Level 2 contains significantly more books and is more conceptual than Level 1. Examples of titles in Level 2 are Why Do Leaves Change Color?, Fossils: Tell of Long Ago, What Happens to Our Trash?, How Do Birds Find Their Way?Follow the Water from Brook to Ocean, Volcanoes, How Do Apples Grow?, Forces Make Things Move, What Will the Weather Be?, and the latest title, Almost Gone: The World’s Rarest Animals.

Crabtree Publishing Company has an excellent series, by Bobbie Kalman, about various countries, including China. The series contains three books for each country on The PeopleThe Land, and The Culture ($8.95). Comprised of quality research and images, this series is a valuable resource for teachers and any late-elementary or middle-school enthusiast starting to be interested in China. Younger readers will enjoy China ABC’s (Picture Willow Books, $7.95), which is beautifully illustrated and edited for ages 4-6.

Ed Young, author/illustrator of Lon Po Po: A Red-Riding Hood Story from China and The Lost Horse: A Chinese Folktale, has written and illustrated an auto-biographical picture book entitled, The House that Baba Built: An Artist’s Childhood in China (Little, Brown, $17.99), which describes the encroaching war in China through the lens of a child and artist. Marco Polo, by Demi, is a lavishly illustrated history book (Marshall Cavendish, $19.99) and discusses Marco Polo’s explorations, including his two years in China.

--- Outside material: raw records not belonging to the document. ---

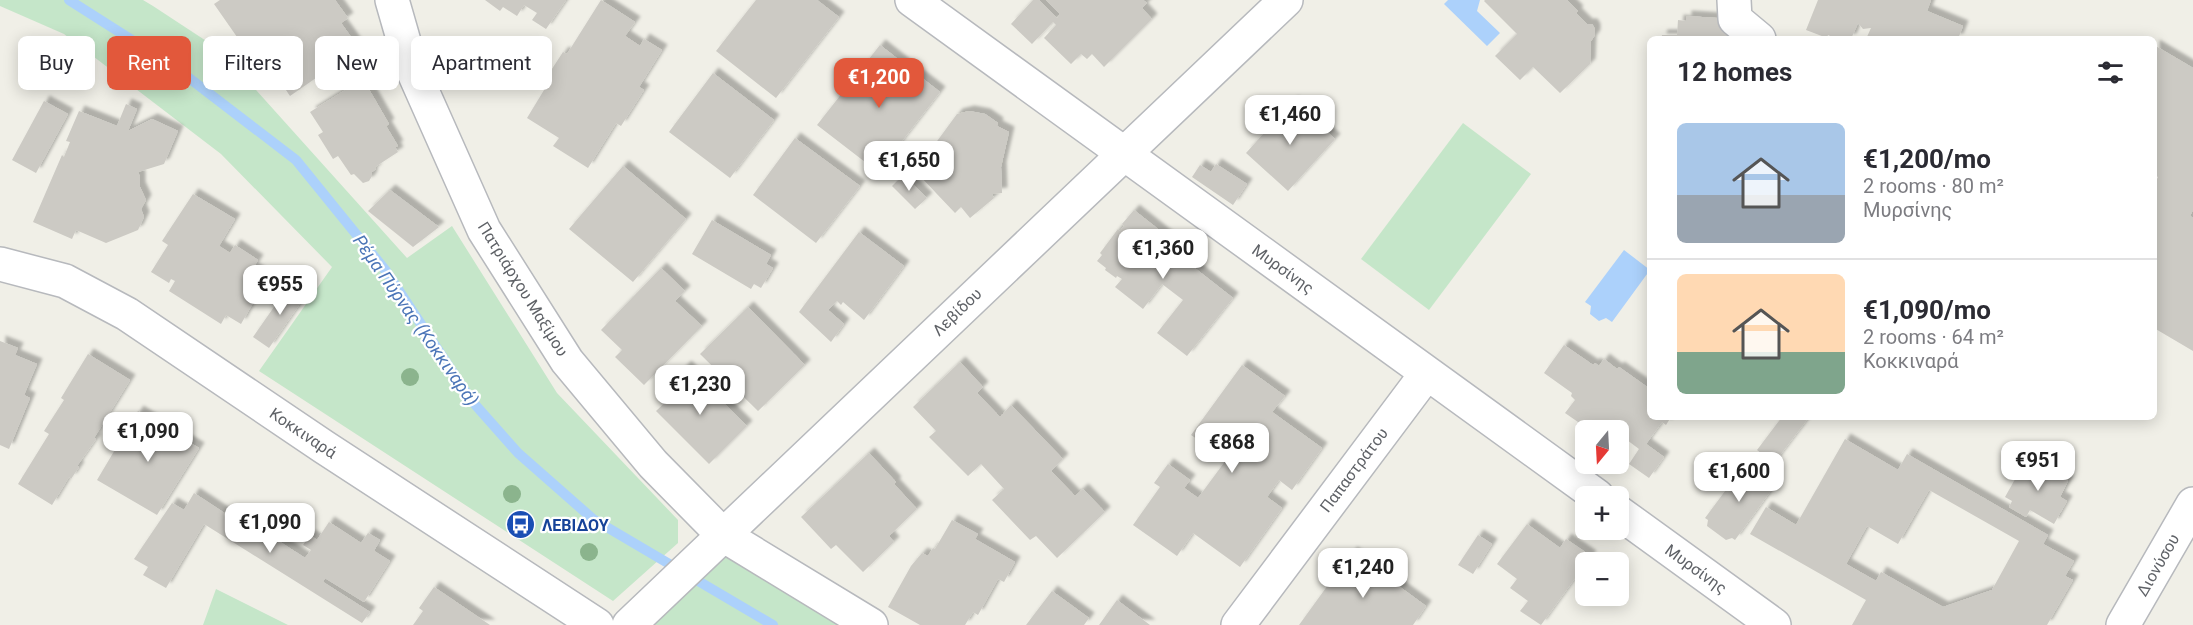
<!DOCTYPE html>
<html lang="en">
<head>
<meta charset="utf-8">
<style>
	body { margin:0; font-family:Roboto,sans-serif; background:#f7f7f7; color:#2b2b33; height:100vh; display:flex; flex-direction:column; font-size:22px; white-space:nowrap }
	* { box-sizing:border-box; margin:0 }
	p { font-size:20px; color:#7c7c81 }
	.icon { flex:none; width:33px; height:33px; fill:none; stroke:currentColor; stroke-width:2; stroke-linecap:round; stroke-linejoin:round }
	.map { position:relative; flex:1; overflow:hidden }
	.drawer { position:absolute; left:1647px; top:36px; width:510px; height:384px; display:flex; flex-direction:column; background:#fff; border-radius:9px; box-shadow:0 3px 15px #0003 }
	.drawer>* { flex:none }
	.top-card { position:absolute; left:18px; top:36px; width:570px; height:54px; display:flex; gap:12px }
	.needle { width:39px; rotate:198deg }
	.buttons { position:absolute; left:1575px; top:420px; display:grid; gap:12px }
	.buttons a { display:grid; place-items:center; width:54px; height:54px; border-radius:9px; background:#fff; box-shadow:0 3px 15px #0003; font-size:30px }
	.price { position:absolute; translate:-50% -51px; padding:0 14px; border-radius:12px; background:#fff; color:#222; font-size:20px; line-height:39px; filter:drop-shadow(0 2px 3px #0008) }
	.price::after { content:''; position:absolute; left:50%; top:36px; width:18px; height:14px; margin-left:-9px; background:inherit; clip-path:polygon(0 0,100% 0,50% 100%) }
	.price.selected { background:#e2583b; color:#fff }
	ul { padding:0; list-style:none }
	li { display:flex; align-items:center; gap:18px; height:150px; padding:0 30px }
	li+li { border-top:2px solid #e1e1e2 }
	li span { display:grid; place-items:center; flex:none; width:168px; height:120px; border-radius:9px; color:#555 }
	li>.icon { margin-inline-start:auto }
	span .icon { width:72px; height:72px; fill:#fffc; stroke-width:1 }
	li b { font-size:26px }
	h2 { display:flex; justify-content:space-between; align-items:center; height:72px; padding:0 30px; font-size:26px }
	.chip { padding:0 21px; border-radius:9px; background:#fff; box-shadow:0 3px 15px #0003; font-size:21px; line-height:54px }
	.chip.selected { background:#e2583b; color:#fff }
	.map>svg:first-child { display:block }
</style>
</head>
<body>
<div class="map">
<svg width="2193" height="625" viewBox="0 0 2193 625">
	<defs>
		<filter id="shadow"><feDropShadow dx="5.5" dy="-5.5" stdDeviation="1.5" flood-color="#0004"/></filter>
	</defs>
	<rect width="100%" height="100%" fill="#f0efe7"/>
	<!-- green -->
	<path fill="#c5e6c9" d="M0 0H143L153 6 220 50 407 258 452 226 557 393 678 520V543L613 601 259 371 332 267 221 154 64 34 0 6Z
		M1463 123 1531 174 1429 310 1361 259Z
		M724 539 854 625H656L643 619Z
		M216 589 288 625H203Z"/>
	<!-- water -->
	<path fill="#acd1fb" d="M1448 0H1480L1477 11 1500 33 1487 46 1444 4Z
		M1624 250 1650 270 1612 322 1606 318 1599 321 1590 314 1591 306 1585 302Z"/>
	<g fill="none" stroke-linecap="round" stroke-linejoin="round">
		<!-- stream -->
		<path stroke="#acd1fb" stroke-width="10" d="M69 0 176 68 296 160 386 271 471 400 518 453 593 519 773 625"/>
	</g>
	<!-- building -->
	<path fill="#cccac4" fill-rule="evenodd" filter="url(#shadow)" d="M220 0H335L348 18 341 23 359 48 290 96 253 41 244 47 214 4Z
		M485 0H566L546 29 532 20 537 13 524 5 517 16 503 7 500 11Z
		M601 0 635 22 625 36 640 46 644 39 662 50 639 87 644 90 621 126 616 123 588 168 553 146 559 138 527 118 552 77 548 75 563 52 567 54Z
		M756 0H817L839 17 776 98 716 51Z
		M1033 0H1039L1057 18 1060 14 1046 0H1143L1147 3 1142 8 1152 19 1104 67 1092 54 1087 59 1081 54 1071 64 1044 38 1056 25 1053 22 1032 44 1011 24Z
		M1485 0H1567L1578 11 1576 13 1587 24H1592L1595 29V35L1591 41 1590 64 1560 93 1533 67 1520 80 1495 56 1517 34 1484 1Z
		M1818 0H1931L1927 11 1963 26 1958 39H1866L1871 28 1863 29 1858 23 1851 39H1837L1828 35 1827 38 1806 30Z
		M1686 16 1717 18 1719 24 1734 39H1661L1662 35H1677L1678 20 1686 21Z
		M880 45 940 92 878 172 817 125Z
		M2154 45 2193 68V210L2190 216 2193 218V351L2154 328V185L2158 177 2154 175Z
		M713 73 774 120 730 178 669 132Z
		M363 79 389 124 386 126 398 146 395 147 398 152 375 167 376 169 372 172V176L369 181 363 183 354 174 351 175 338 156 333 159 318 135 323 132 310 112Z
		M44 101 68 114 36 173 12 160Z
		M1293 101 1335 139 1288 191 1246 153Z
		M126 104 137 109 128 131 152 119 178 131 164 164 138 172 140 177V187L146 200 141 209 144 217 138 230 106 243 76 230 72 239 33 222 62 155 64 157 70 142 66 141 79 111 117 126Z
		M969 111 985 114 998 123 997 126 1009 132 1001 167 1002 193 992 194 994 198 970 218 961 207 955 213 917 173 933 158 935 144 957 114Z
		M795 138 860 186 816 243 753 195Z
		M1216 164 1247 184 1233 205 1192 177 1200 165 1211 172Z
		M623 166 686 219 633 282 569 229Z
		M903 175 927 198 915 209 892 186Z
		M390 190 439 227 413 247 368 211Z
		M193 194 235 219 219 246 230 253 235 245 258 260 253 268 261 273 251 289 261 296 255 305 253 303 241 324 226 315 221 324 169 291 175 281 171 279 169 283 151 272 168 245 162 241Z
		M1134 210 1187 252 1182 258 1233 298 1187 356 1157 333 1183 300 1162 284 1143 309 1115 287 1122 279 1117 276 1116 278 1105 270 1106 268 1097 261 1102 255 1100 253 1118 229 1120 231 1124 226 1122 224Z
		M712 220 771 255 766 264 773 268 761 288 754 284 751 289 692 254Z
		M859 232 904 266 864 320 843 302 841 305 837 301 828 310 844 324 831 342 799 312Z
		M661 268 685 291 675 301 702 326 644 385 615 357 622 350 601 330Z
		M290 284 306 295 269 348 253 337Z
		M748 307 805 365 758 411 700 354Z
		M0 341 18 348 15 355 37 364 24 395 30 398 9 449 0 445Z
		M1564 345 1593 365 1595 363 1599 366 1604 359 1617 369 1619 367 1650 389V417H1671L1666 425 1662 422 1646 444 1664 457 1649 478 1629 464 1639 449 1623 437 1618 443V430L1586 432 1576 425 1578 422 1565 413 1575 400 1571 396 1572 393 1544 373Z
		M88 354 130 380 94 438 96 439 77 466 79 467 71 479 69 477 52 505 18 484 49 434 44 431 64 400 61 398Z
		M960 362 983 387 977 393 1000 417 1011 405 1063 459 1051 471 1075 496 1083 489 1105 512 1057 558 1036 536 1030 540 992 500 1004 489 981 464 968 476 929 437 936 431 913 407Z
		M1242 365 1285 396 1272 412 1322 448 1292 490 1279 480 1267 497 1282 508 1240 567 1193 533 1177 556 1133 525 1160 487 1154 483 1168 464 1190 480 1184 488 1198 498 1232 452 1214 439 1209 447 1191 435Z
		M686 366 747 426 709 464 656 411 672 396 664 388Z
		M138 411 199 448 157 515 97 480Z
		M1782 417H1809L1774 463 1757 450Z
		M1845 439 1898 470 1907 454 2048 535 2043 544 2074 561 2065 576 2073 580 2047 625H1852L1866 600 1750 534 1766 507 1796 525ZM1929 490 2019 541 1992 590 1943 607 1881 572 1876 581 1846 564 1867 526 1898 544Z
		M869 453 896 482 894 484 917 509 889 536 894 542 863 572 836 545 831 549 801 517Z
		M2027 458 2068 481 2060 497 2067 501 2054 524 2030 510 2026 517 2009 507 2012 501 2005 497Z
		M1746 463 1775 485 1735 540 1732 538 1726 540 1707 526 1708 520 1705 518Z
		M194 493 229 516 232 511 305 558 311 550 303 545 310 535 317 540 329 522 361 543 368 533 380 540 374 551 390 561 364 602 325 578 323 582 370 612 362 623 204 524 166 588 143 575 148 567 134 559 172 503 184 510Z
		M952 520 978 534 975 539 1015 562 1004 582 998 579 978 615 973 612 965 625H920L888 607 911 566 922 553 928 556 933 548 935 549Z
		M1527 524 1560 548 1566 539 1591 556 1541 625 1520 611 1528 601 1510 588 1517 579 1497 564Z
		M1478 535 1492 544 1473 574 1458 565Z
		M1352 552 1426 606 1413 625H1299Z
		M434 587 490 625H413L423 611 419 608Z
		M1052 591 1089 618 1084 625H1026Z
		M1117 600 1150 625H1099Z"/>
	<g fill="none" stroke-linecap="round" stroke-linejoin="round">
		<defs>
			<path id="minor" d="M392 0 411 66 484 230 567 361 653 464 723 535 871 625
				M912 0 1597 496
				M1734 0 1735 19 1759 39
				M0 264 65 281 127 314 324 447 597 625
				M1618 512 1774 625
				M629 625 1286 0
				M1238 625 1427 373
				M2123 625 2193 504"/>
		</defs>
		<!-- minor casing -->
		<use href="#minor" stroke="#b7b9bd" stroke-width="36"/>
		<!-- minor -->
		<use href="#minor" stroke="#fff" stroke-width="33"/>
	</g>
	<!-- trees -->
	<g fill="#8bb48d">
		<circle cx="410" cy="377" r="9"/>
		<circle cx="512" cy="494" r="9"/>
		<circle cx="589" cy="552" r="9"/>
	</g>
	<!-- icons -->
	<defs>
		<symbol id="bus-disc" viewBox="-11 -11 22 22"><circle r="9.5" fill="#1a4fb4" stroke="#fff"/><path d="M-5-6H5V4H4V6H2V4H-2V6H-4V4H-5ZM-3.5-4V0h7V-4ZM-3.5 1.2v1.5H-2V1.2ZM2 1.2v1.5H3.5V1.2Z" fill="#fff"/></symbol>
	</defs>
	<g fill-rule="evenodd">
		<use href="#bus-disc" x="504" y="508" width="33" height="33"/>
	</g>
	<g text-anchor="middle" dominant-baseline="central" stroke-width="4.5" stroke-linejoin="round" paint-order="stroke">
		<!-- street labels -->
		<g font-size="16" fill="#5f6267" stroke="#fff">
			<text transform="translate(1283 269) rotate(36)">Μυρσίνης</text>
			<text transform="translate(523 289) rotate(58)">Πατριάρχου Μαξίμου</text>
			<text transform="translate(957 312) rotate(-44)">Λεβίδου</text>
			<text transform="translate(303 433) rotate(34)">Κοκκιναρά</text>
			<text transform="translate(1354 470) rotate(-53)">Παπαστράτου</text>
			<text transform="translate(2158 565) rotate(-60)">Διονύσου</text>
			<text transform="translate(1696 569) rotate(36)">Μυρσίνης</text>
		</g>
		<!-- transit labels -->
		<g font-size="16" font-weight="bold" fill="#164399" stroke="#fff" text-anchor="start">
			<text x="542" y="525">ΛΕΒΙΔΟΥ</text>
		</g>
		<!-- water labels -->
		<g font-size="18" font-style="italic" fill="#4b75b7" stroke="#fff">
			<text transform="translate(416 320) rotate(55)">Ρέμα Πύρνας (Κοκκιναρά)</text>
		</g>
	</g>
</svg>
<div class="buttons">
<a><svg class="needle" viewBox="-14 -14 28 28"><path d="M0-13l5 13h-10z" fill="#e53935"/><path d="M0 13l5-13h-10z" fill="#7c7c81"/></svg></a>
<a>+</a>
<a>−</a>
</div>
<b class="price selected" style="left:879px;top:109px">€1,200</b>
<b class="price" style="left:1290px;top:146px">€1,460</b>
<b class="price" style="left:909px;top:192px">€1,650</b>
<b class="price" style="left:1163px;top:280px">€1,360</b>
<b class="price" style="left:280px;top:316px">€955</b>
<b class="price" style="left:700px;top:416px">€1,230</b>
<b class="price" style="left:148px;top:463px">€1,090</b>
<b class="price" style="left:1232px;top:474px">€868</b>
<b class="price" style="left:2038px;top:492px">€951</b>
<b class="price" style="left:1739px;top:503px">€1,600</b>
<b class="price" style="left:270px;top:554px">€1,090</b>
<b class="price" style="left:1363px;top:599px">€1,240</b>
<div class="top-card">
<a class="chip">Buy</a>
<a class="chip selected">Rent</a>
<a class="chip">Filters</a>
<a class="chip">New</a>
<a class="chip">Apartment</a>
</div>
<section class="drawer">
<h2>12 homes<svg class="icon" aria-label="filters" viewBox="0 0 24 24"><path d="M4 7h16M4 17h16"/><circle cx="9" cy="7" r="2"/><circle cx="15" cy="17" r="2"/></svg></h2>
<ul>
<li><span style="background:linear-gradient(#a9c7e8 60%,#9aa5b1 0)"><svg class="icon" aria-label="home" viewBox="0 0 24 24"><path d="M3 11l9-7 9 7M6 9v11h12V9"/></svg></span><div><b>€1,200/mo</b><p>2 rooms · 80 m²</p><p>Μυρσίνης</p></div></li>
<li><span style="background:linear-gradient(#ffd9b3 65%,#7fa58c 0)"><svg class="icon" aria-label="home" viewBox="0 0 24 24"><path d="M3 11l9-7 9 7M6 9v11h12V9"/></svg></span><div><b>€1,090/mo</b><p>2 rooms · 64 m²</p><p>Κοκκιναρά</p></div></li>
</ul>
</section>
</div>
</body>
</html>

For older readers, there are two poignant autobiographies that illuminate very different interpretations of childhood in China. In Chinese Cinderella: The True Story of an Unwanted Daughter (Delacorte, $8.99), Adeline Yen Mah describes her childhood in Hong Kong and tells of the psychological abuse she endured at the hands of her step-mother. Conversely, Jean Fritz, in Homesick: My Own Story, describes her childhood experiences growing up as an American expatriate in China. Homesick (Paperstar Book, $5.99) was a Newbery Honor book in 1983.